A Guinness World Record is broken at Marketing Week Live
It was Marketing Week Live 2017 this week and it didn’t disappoint. For one, the Guinness World Record for the ‘most contributions to a colour by numbers’ was broken (pictured above) after 437 marketers contributed to our canvas over two days.
On day one, Direct Line marketing director Mark Evans warned that marketing is becoming too much to do with the left part of marketers’ brains, which prioritises logic and skills such as mathematics.
He explained: “Marketing is becoming more left brain and about being based around analytics and instructions. But it needs to become whole brained or you risk losing sight of the creative people as they are being too bogged down with reading data.
Lego, meanwhile, gave some insight into what it is looking for when it recruits a new marketer. Luis Navarrete Gomez, head of global search marketing at Lego Group, revealed: “We are looking for someone with functional skills, who feels comfortable with data but at same time is creative enough to not lose focus.”
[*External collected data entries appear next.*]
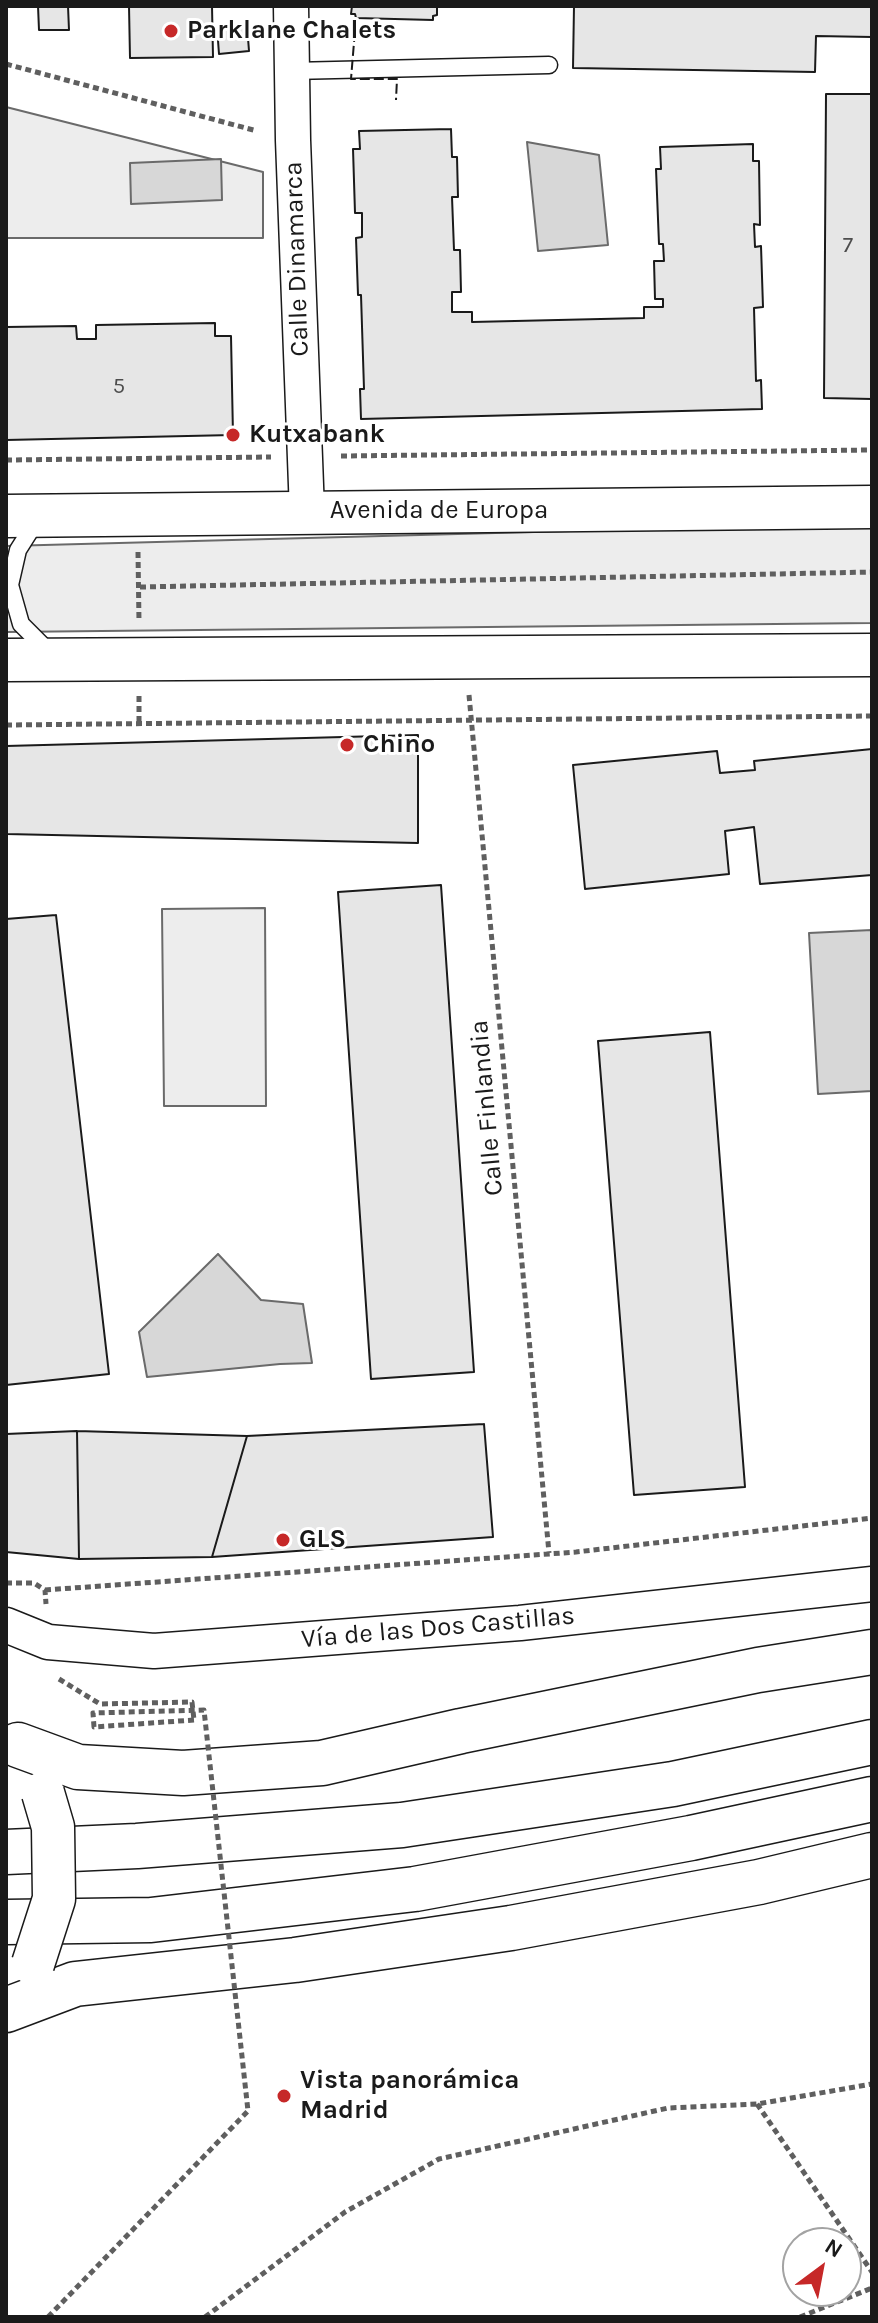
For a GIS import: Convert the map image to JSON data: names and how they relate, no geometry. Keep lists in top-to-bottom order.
{
  "streets": {
    "street": ["Calle Dinamarca", "Avenida de Europa", "Vía de las Dos Castillas"],
    "path": ["Calle Finlandia"]
  },
  "crossings": [
    ["Calle Dinamarca", "Avenida de Europa"]
  ],
  "places": [
    "Parklane Chalets",
    "Kutxabank",
    "Chino",
    "GLS",
    "Vista panorámica Madrid"
  ],
  "house_numbers": ["7", "5"],
  "north": "top right"
}
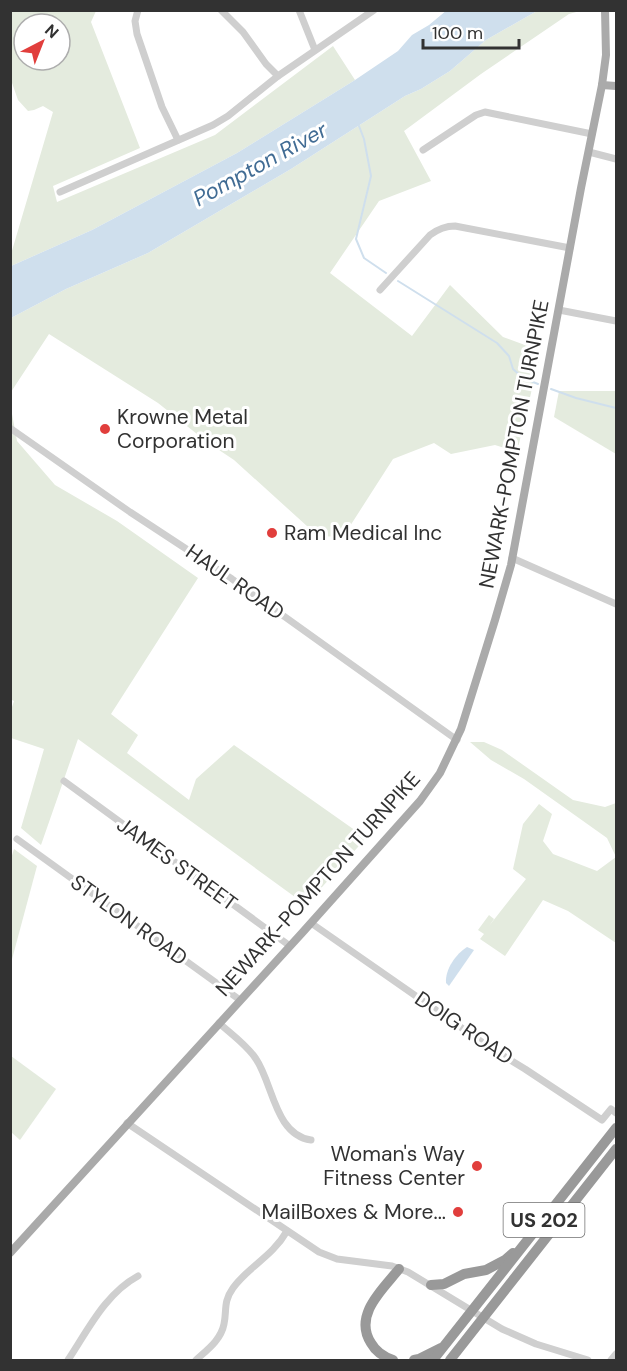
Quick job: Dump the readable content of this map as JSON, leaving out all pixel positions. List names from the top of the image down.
{
  "streets": {
    "highway": ["US 202"],
    "main road": ["NEWARK-POMPTON TURNPIKE"],
    "street": [
      "HAUL ROAD",
      "JAMES STREET",
      "STYLON ROAD",
      "DOIG ROAD"
    ]
  },
  "crossings": [
    ["NEWARK-POMPTON TURNPIKE", "HAUL ROAD"],
    ["NEWARK-POMPTON TURNPIKE", "JAMES STREET"],
    ["NEWARK-POMPTON TURNPIKE", "STYLON ROAD"],
    ["NEWARK-POMPTON TURNPIKE", "DOIG ROAD"]
  ],
  "water": ["Pompton River"],
  "places": [
    "Krowne Metal Corporation",
    "Ram Medical Inc",
    "Woman's Way Fitness Center",
    "MailBoxes & More..."
  ],
  "scale_bar": "100 m",
  "north": "top right"
}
And there was even a rock star in the house as Jonny Quinn, the drummer of Snow Patrol, advised brands against launching record labels. He claimed: “The reality is Red Bull has a label they’ve spent well over £10m on and only one band has done well out of it. Brands should stick to what they do best as the music industry is such a complicated field.”
John Lewis says brand won’t suffer ‘malaise’ after bonus pay hits 63-year low
While a rise in profits would usually result in positive headlines, it was the fact John Lewis had dropped its employee bonus for the fourth year running that made the biggest waves this week.
In 2016, John Lewis saw its pre-tax profits rise 21.2% to £370.4m in 2016. However, due to a “volatile market” its employees will receive a bonus that constitutes just 6% of its annual profits for the year. This means staff will share a bonus pot of £89.4m – down from the 10% (£145m) rate last year.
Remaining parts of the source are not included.